▶ **Exercise description**:
Keep every line in which "names" occurs and drop the rest of the data.

=== Section Start ===

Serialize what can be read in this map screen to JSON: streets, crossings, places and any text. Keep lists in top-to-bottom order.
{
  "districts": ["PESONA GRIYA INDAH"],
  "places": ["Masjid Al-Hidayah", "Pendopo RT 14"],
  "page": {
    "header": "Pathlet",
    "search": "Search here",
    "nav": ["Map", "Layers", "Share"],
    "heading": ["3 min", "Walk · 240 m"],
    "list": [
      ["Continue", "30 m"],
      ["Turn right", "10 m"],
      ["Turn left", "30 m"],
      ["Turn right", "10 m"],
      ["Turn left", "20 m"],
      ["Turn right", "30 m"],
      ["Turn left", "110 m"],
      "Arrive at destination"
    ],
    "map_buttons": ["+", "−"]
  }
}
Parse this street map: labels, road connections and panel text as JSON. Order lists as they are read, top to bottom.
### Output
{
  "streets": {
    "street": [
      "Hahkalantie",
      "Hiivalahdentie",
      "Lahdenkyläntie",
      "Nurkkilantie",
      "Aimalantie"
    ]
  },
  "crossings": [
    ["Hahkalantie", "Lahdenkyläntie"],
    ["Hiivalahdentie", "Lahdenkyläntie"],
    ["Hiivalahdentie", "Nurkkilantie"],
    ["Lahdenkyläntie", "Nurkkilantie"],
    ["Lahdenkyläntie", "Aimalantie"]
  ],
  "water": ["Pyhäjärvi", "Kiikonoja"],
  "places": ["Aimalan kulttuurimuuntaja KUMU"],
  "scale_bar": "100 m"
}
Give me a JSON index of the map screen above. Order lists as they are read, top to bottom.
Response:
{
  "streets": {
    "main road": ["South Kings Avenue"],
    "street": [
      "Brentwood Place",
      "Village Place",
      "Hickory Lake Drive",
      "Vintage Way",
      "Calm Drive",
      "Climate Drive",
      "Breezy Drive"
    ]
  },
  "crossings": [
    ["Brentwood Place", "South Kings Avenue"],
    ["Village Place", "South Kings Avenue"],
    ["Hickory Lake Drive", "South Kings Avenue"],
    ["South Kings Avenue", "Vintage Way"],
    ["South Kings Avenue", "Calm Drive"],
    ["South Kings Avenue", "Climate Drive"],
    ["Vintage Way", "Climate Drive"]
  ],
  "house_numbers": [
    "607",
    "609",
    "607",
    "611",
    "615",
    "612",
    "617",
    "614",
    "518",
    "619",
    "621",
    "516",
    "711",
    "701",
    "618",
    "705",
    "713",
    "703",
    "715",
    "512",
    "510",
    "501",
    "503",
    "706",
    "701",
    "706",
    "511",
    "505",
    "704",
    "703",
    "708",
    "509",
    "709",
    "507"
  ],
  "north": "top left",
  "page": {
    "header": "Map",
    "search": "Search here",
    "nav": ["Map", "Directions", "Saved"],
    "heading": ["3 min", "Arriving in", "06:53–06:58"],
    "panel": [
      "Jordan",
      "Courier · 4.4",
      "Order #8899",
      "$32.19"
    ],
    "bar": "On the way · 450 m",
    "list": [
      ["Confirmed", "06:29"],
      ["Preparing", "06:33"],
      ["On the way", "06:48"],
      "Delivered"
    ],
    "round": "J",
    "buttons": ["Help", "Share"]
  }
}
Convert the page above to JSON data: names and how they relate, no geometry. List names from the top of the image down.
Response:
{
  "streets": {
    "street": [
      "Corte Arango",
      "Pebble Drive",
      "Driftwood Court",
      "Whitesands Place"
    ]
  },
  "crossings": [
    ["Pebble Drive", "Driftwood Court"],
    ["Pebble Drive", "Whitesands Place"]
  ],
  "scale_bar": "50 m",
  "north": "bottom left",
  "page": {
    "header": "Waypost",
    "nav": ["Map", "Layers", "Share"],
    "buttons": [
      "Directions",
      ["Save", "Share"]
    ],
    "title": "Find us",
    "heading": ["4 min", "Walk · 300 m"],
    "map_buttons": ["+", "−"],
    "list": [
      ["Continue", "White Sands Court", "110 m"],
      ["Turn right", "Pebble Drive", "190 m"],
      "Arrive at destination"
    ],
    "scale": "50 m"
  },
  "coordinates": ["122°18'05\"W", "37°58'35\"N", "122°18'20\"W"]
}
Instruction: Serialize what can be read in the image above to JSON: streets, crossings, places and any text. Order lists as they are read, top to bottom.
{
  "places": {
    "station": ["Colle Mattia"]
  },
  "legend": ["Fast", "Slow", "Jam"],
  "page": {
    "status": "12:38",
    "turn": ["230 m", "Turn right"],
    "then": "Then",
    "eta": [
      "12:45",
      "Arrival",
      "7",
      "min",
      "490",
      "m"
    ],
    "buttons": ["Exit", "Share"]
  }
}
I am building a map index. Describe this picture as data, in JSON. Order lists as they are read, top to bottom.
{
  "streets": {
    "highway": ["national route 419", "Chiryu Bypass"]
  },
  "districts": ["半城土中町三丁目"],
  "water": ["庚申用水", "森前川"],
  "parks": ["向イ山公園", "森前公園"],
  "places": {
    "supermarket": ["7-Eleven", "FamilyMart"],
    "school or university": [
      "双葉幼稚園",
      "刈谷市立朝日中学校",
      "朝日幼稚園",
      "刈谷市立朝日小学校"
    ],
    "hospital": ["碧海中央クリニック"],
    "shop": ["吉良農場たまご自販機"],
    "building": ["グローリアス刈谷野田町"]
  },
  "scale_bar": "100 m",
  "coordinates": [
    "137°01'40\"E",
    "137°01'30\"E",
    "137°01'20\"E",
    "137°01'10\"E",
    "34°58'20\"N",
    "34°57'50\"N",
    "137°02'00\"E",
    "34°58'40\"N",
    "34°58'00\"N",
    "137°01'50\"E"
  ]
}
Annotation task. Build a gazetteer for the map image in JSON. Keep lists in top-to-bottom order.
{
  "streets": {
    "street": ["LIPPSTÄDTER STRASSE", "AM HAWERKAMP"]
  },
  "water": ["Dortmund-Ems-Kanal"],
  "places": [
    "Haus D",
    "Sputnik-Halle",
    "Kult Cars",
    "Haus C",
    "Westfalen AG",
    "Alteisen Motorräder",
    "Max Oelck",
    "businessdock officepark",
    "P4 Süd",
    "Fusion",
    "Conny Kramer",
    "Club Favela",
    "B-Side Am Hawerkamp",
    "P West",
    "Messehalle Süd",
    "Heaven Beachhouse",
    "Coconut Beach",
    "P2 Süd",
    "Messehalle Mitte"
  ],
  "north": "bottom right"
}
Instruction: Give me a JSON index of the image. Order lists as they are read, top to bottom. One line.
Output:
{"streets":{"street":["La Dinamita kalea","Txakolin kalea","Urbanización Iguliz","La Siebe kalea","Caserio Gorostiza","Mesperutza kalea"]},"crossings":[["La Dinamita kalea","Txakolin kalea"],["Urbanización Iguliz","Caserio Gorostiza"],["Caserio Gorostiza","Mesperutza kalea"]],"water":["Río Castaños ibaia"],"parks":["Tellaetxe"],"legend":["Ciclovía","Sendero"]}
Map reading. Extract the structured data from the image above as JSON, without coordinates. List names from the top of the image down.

=== Section End ===

▶ **Response below**:
Convert the page above to JSON data: names and how they relate, no geometry. List names from the top of the image down.
Map reading. Extract the structured data from the image above as JSON, without coordinates. List names from the top of the image down.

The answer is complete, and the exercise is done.